Records from a data source
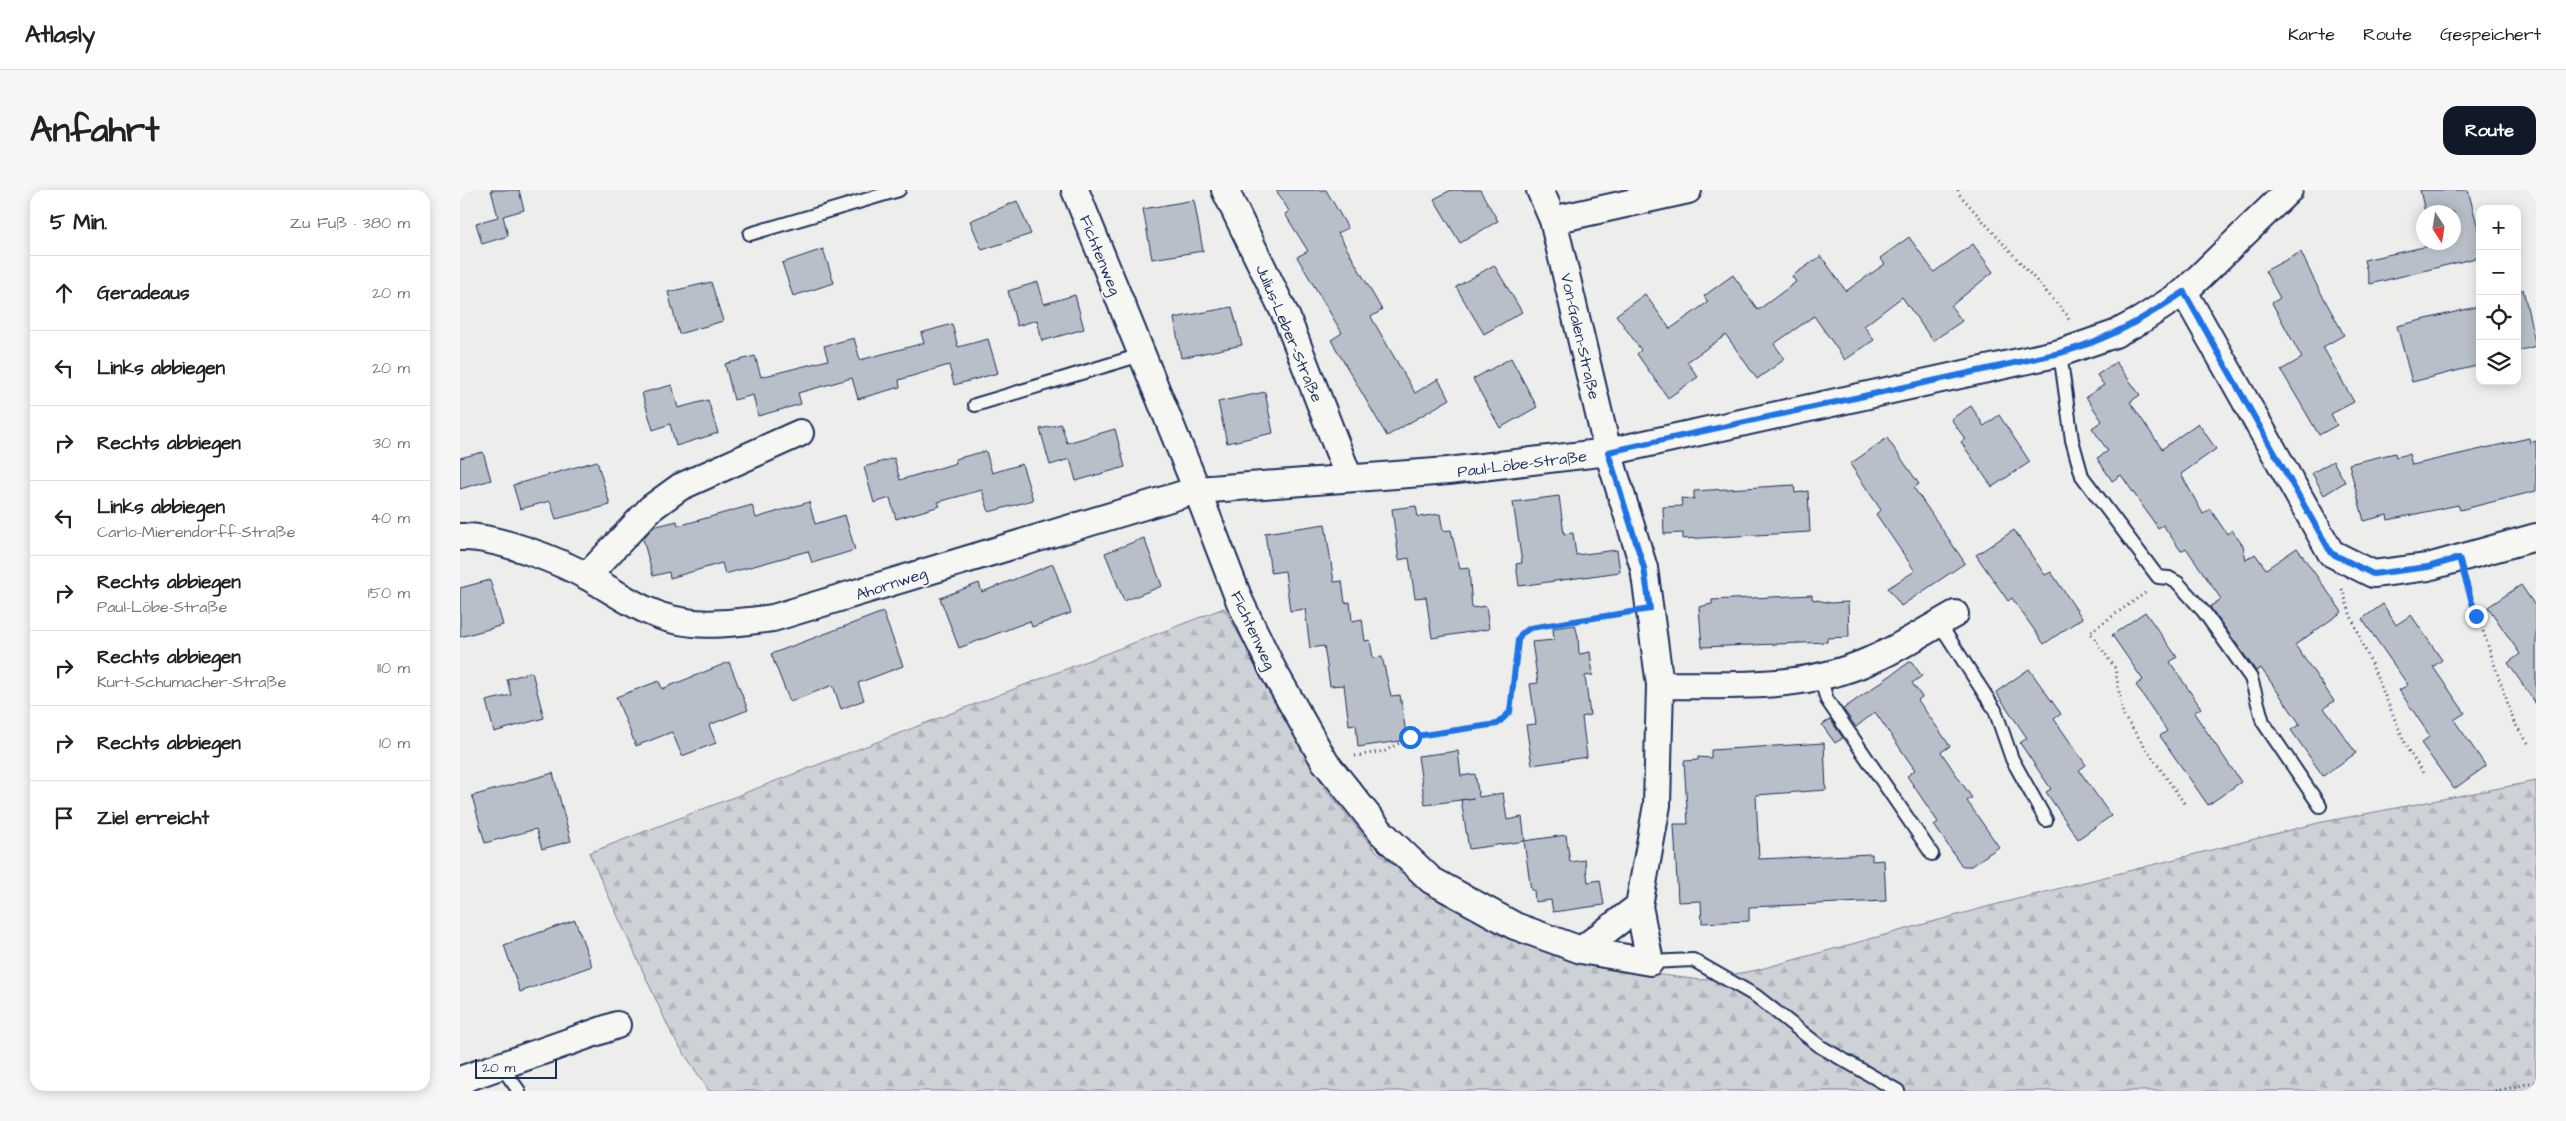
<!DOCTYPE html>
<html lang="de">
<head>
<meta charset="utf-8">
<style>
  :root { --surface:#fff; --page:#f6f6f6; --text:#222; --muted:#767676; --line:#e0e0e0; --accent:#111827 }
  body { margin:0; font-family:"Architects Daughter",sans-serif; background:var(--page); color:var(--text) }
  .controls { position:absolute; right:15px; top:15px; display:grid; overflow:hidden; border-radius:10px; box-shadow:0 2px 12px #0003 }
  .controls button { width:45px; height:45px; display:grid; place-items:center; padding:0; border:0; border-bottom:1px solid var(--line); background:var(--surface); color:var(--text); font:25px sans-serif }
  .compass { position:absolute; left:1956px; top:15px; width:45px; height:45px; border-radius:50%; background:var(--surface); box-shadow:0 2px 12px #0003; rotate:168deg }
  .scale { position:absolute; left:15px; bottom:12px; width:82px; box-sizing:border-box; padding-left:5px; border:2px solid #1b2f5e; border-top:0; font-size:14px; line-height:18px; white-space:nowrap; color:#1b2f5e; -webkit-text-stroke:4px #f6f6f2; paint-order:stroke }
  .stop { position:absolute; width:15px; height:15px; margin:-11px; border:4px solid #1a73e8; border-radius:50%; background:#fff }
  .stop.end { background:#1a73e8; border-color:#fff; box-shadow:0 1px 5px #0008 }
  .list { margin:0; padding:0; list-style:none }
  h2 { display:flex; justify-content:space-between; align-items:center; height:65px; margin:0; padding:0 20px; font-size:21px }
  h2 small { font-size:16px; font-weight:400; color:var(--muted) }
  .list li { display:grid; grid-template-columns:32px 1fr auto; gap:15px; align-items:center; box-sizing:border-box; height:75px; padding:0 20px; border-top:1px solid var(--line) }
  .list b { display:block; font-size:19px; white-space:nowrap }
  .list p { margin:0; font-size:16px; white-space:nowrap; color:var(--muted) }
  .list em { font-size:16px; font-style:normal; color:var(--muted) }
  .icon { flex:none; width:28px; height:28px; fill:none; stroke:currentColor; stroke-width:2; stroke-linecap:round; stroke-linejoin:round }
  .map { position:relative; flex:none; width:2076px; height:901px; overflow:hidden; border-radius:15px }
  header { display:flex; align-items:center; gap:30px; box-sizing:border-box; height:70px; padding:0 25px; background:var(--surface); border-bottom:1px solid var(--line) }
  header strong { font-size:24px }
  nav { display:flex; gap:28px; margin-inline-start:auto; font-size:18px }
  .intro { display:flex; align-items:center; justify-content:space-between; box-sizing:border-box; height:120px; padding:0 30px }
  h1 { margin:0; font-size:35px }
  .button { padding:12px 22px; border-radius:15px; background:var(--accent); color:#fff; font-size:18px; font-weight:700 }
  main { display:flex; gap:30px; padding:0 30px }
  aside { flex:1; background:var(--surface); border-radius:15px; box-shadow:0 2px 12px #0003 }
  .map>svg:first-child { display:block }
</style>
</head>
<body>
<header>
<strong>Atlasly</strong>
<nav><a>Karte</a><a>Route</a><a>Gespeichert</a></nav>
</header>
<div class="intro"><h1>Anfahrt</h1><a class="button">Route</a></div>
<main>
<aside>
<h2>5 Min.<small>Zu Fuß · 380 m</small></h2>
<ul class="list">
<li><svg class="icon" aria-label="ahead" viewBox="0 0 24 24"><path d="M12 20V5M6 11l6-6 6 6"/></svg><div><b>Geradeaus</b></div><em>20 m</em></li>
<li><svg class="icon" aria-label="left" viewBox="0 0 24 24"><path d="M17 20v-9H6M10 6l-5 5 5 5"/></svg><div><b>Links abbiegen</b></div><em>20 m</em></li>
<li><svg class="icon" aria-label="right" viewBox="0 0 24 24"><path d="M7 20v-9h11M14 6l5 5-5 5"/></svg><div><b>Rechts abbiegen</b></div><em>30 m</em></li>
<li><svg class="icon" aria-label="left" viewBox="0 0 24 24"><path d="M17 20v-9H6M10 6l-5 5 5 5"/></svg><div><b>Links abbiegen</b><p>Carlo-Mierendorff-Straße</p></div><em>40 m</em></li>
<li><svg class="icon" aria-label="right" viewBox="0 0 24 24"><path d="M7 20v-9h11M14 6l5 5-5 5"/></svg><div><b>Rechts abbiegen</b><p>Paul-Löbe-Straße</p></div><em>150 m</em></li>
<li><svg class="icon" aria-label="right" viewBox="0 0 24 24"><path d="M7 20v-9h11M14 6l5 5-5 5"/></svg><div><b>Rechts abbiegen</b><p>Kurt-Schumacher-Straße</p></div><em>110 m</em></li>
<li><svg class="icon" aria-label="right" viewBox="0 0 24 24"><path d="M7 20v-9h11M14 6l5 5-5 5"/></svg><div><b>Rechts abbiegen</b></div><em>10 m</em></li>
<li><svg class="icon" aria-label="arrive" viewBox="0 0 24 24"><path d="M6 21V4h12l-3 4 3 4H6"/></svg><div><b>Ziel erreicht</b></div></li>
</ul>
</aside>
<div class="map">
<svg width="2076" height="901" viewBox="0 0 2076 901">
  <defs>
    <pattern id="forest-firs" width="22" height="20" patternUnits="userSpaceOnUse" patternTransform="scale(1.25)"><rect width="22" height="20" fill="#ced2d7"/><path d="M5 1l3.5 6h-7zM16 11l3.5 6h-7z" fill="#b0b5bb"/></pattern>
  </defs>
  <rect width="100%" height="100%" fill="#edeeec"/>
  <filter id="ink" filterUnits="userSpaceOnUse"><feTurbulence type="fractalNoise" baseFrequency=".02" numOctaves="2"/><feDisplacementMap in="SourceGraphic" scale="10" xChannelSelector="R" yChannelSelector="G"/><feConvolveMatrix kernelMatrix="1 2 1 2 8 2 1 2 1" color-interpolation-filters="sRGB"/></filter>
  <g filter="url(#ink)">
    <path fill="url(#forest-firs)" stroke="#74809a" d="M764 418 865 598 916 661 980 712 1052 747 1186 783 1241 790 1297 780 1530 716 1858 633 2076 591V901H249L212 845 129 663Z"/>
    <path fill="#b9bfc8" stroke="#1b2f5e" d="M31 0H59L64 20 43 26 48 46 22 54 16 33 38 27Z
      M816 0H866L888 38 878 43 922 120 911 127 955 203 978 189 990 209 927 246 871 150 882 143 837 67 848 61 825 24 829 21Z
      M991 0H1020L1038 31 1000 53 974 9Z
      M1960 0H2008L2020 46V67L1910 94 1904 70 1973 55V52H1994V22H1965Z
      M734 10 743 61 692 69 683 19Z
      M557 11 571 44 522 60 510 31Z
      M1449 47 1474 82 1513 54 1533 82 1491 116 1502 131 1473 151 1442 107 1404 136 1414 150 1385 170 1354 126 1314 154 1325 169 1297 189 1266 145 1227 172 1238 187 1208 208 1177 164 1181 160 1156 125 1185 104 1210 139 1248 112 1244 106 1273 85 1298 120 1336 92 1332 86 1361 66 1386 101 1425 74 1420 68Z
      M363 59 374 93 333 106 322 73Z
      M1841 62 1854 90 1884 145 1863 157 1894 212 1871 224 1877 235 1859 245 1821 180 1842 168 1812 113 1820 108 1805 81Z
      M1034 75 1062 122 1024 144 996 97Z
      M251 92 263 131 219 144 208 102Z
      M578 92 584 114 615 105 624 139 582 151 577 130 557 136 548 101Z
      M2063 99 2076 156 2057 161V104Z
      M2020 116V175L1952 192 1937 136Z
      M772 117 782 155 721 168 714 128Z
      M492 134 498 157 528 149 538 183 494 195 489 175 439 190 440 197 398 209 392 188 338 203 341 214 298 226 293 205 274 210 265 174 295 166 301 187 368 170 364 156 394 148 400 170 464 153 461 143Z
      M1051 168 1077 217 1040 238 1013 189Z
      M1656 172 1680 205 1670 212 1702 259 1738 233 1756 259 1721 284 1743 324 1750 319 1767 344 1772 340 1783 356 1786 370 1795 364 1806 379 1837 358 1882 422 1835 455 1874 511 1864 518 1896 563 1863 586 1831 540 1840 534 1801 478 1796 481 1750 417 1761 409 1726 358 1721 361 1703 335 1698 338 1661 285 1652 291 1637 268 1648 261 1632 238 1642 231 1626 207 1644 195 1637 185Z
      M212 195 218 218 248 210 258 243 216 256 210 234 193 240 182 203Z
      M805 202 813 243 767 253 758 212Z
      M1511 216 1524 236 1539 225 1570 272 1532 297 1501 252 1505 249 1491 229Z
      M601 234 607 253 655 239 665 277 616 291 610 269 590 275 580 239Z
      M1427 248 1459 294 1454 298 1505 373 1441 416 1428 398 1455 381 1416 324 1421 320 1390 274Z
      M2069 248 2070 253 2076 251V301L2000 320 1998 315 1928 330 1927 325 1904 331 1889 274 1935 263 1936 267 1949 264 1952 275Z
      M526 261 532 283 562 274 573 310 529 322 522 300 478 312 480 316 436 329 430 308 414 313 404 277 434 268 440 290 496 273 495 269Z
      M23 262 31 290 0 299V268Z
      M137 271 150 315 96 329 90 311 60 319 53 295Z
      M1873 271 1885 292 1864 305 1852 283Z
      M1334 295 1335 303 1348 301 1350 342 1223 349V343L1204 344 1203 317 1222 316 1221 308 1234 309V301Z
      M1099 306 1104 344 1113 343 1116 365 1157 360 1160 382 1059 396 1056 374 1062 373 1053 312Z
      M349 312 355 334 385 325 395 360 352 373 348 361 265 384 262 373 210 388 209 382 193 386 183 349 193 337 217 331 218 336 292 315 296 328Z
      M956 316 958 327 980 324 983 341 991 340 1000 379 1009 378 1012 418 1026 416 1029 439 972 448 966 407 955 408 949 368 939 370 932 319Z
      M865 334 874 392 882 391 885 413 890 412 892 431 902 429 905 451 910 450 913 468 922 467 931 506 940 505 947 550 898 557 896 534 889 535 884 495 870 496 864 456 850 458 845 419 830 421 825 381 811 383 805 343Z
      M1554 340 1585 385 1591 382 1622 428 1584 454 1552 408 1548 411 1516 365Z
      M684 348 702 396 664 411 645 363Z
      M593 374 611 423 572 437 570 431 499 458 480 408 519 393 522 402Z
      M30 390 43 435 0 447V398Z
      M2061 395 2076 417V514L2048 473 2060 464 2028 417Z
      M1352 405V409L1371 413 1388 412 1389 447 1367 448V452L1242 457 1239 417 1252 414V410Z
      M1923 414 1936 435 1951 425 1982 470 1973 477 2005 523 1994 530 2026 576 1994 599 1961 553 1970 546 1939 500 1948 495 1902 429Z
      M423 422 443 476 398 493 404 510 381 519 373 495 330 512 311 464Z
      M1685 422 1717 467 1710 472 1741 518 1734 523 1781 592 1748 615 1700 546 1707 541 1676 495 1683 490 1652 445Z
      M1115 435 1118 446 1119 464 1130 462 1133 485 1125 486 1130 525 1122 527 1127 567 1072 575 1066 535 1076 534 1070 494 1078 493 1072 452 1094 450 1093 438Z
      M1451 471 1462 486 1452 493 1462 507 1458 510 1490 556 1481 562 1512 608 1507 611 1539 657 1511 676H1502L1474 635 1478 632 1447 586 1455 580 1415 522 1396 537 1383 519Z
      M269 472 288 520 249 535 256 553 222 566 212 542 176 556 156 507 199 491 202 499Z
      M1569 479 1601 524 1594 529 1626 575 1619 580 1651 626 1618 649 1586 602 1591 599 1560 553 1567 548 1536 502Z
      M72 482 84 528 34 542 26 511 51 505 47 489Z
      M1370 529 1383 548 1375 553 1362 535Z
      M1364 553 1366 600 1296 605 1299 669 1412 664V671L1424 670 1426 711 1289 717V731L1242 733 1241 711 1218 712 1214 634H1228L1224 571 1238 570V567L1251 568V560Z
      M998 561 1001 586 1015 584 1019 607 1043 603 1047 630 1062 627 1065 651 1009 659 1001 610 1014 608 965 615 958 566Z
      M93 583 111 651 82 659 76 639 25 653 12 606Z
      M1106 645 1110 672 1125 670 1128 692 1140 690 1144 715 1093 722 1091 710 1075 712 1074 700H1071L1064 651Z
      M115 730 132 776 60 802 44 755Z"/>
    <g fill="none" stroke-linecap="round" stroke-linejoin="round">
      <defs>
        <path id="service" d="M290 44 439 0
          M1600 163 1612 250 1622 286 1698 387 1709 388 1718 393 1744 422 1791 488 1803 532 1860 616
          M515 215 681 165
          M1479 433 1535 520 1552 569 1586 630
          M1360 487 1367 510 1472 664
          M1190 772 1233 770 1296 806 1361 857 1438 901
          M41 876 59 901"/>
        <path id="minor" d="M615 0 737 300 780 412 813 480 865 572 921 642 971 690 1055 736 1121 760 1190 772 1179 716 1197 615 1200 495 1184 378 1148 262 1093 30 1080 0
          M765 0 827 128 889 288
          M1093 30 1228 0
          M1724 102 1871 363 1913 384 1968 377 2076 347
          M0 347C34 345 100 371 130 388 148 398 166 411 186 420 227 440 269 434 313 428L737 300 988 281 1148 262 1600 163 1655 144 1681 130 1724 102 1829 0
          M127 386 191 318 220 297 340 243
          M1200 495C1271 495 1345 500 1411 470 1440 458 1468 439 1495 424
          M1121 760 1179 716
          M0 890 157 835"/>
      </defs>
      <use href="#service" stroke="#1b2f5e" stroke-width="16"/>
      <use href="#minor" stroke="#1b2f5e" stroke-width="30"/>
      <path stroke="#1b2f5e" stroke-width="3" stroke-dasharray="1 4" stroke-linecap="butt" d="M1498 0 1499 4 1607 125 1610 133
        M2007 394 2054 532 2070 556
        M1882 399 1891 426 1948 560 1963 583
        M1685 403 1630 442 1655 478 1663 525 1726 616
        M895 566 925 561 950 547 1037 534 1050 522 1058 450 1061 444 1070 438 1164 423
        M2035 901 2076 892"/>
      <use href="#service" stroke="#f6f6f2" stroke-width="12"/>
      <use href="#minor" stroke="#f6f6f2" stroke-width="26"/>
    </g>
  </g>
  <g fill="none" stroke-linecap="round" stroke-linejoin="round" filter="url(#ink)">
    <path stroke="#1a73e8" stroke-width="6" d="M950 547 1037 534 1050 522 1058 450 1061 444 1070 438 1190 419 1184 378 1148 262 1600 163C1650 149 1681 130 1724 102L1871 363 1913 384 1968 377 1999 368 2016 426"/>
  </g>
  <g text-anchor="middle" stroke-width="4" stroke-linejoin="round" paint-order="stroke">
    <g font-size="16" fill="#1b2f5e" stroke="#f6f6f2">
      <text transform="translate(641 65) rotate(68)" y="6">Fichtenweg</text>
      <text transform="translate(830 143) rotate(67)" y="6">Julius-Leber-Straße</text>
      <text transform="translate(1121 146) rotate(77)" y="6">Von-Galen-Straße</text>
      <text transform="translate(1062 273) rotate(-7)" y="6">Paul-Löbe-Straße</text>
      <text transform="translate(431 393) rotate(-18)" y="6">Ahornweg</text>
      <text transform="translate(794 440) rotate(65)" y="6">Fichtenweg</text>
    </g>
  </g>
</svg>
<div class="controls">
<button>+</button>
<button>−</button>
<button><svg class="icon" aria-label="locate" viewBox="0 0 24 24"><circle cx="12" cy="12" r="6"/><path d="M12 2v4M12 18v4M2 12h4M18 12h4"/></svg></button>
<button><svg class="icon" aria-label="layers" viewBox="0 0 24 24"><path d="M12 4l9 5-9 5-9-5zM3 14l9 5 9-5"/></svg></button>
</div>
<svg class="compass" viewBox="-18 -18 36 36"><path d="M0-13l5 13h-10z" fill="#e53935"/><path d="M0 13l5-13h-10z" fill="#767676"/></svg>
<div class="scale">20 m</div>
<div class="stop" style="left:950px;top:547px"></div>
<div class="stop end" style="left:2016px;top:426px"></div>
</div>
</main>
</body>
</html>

__Action item__:
Output, from the data above, the lines from the line with "width:45px; height:45px; display:grid;" to the line with "flex:none; width:28px; height:28px;" exactly as they stand, both ends included and nothing else.

__Exercise result__:
  .controls button { width:45px; height:45px; display:grid; place-items:center; padding:0; border:0; border-bottom:1px solid var(--line); background:var(--surface); color:var(--text); font:25px sans-serif }
  .compass { position:absolute; left:1956px; top:15px; width:45px; height:45px; border-radius:50%; background:var(--surface); box-shadow:0 2px 12px #0003; rotate:168deg }
  .scale { position:absolute; left:15px; bottom:12px; width:82px; box-sizing:border-box; padding-left:5px; border:2px solid #1b2f5e; border-top:0; font-size:14px; line-height:18px; white-space:nowrap; color:#1b2f5e; -webkit-text-stroke:4px #f6f6f2; paint-order:stroke }
  .stop { position:absolute; width:15px; height:15px; margin:-11px; border:4px solid #1a73e8; border-radius:50%; background:#fff }
  .stop.end { background:#1a73e8; border-color:#fff; box-shadow:0 1px 5px #0008 }
  .list { margin:0; padding:0; list-style:none }
  h2 { display:flex; justify-content:space-between; align-items:center; height:65px; margin:0; padding:0 20px; font-size:21px }
  h2 small { font-size:16px; font-weight:400; color:var(--muted) }
  .list li { display:grid; grid-template-columns:32px 1fr auto; gap:15px; align-items:center; box-sizing:border-box; height:75px; padding:0 20px; border-top:1px solid var(--line) }
  .list b { display:block; font-size:19px; white-space:nowrap }
  .list p { margin:0; font-size:16px; white-space:nowrap; color:var(--muted) }
  .list em { font-size:16px; font-style:normal; color:var(--muted) }
  .icon { flex:none; width:28px; height:28px; fill:none; stroke:currentColor; stroke-width:2; stroke-linecap:round; stroke-linejoin:round }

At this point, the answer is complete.